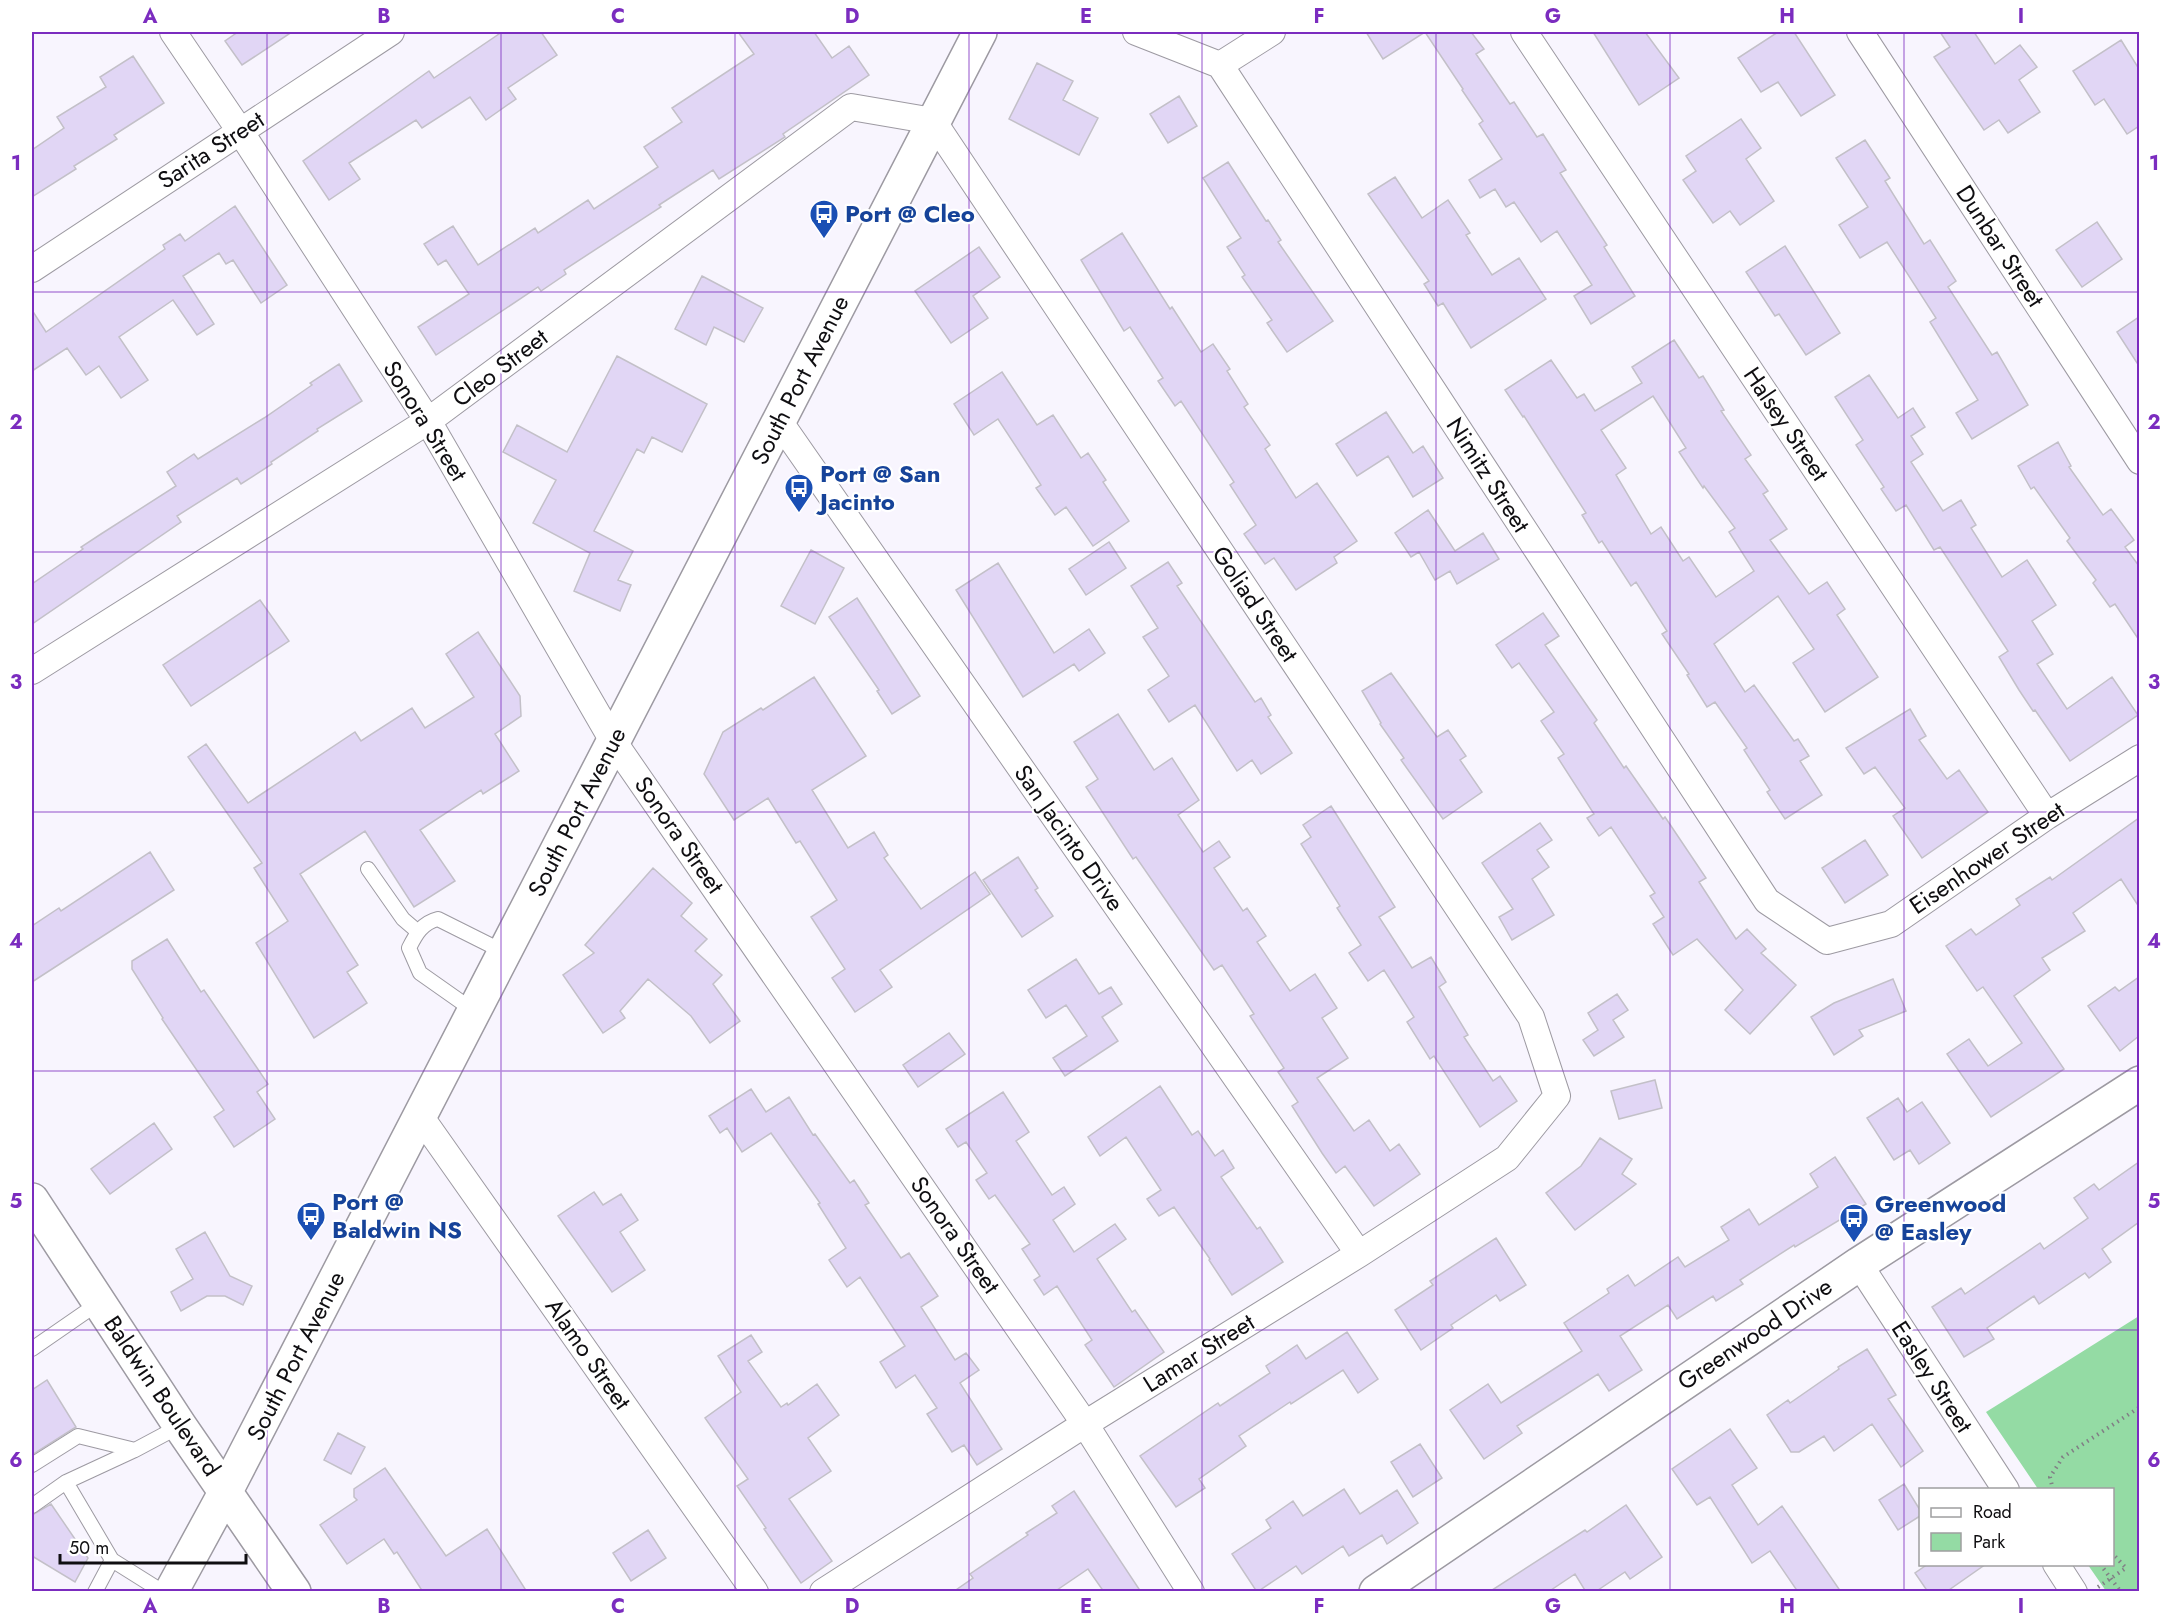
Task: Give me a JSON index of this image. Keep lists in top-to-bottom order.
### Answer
{
  "streets": {
    "main road": ["South Port Avenue", "Greenwood Drive", "Baldwin Boulevard"],
    "street": [
      "Sarita Street",
      "Dunbar Street",
      "Cleo Street",
      "Sonora Street",
      "Halsey Street",
      "Nimitz Street",
      "Goliad Street",
      "San Jacinto Drive",
      "Eisenhower Street",
      "Lamar Street",
      "Alamo Street",
      "Easley Street"
    ]
  },
  "crossings": [
    ["Sarita Street", "Sonora Street"],
    ["Cleo Street", "South Port Avenue"],
    ["Cleo Street", "Sonora Street"],
    ["Cleo Street", "Goliad Street"],
    ["South Port Avenue", "Sonora Street"],
    ["South Port Avenue", "Goliad Street"],
    ["South Port Avenue", "San Jacinto Drive"],
    ["South Port Avenue", "Alamo Street"],
    ["South Port Avenue", "Baldwin Boulevard"],
    ["Sonora Street", "Lamar Street"],
    ["Halsey Street", "Eisenhower Street"],
    ["Nimitz Street", "Eisenhower Street"],
    ["Goliad Street", "Lamar Street"],
    ["San Jacinto Drive", "Lamar Street"],
    ["Greenwood Drive", "Easley Street"]
  ],
  "places": {
    "bus stop": [
      "Port @ Cleo",
      "Port @ San Jacinto",
      "Port @ Baldwin NS",
      "Greenwood @ Easley"
    ]
  },
  "legend": ["Road", "Park"],
  "scale_bar": "50 m",
  "grid": {
    "columns": [
      "A",
      "B",
      "C",
      "D",
      "E",
      "F",
      "G",
      "H",
      "I"
    ],
    "rows": [
      "1",
      "2",
      "3",
      "4",
      "5",
      "6"
    ]
  }
}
- - -
▶ HOW TO COMPLETE THIS TASK
Among the lines above, count those that include the word "Baldwin". Give only the result.

▶ SOLUTION FOR THIS TASK
3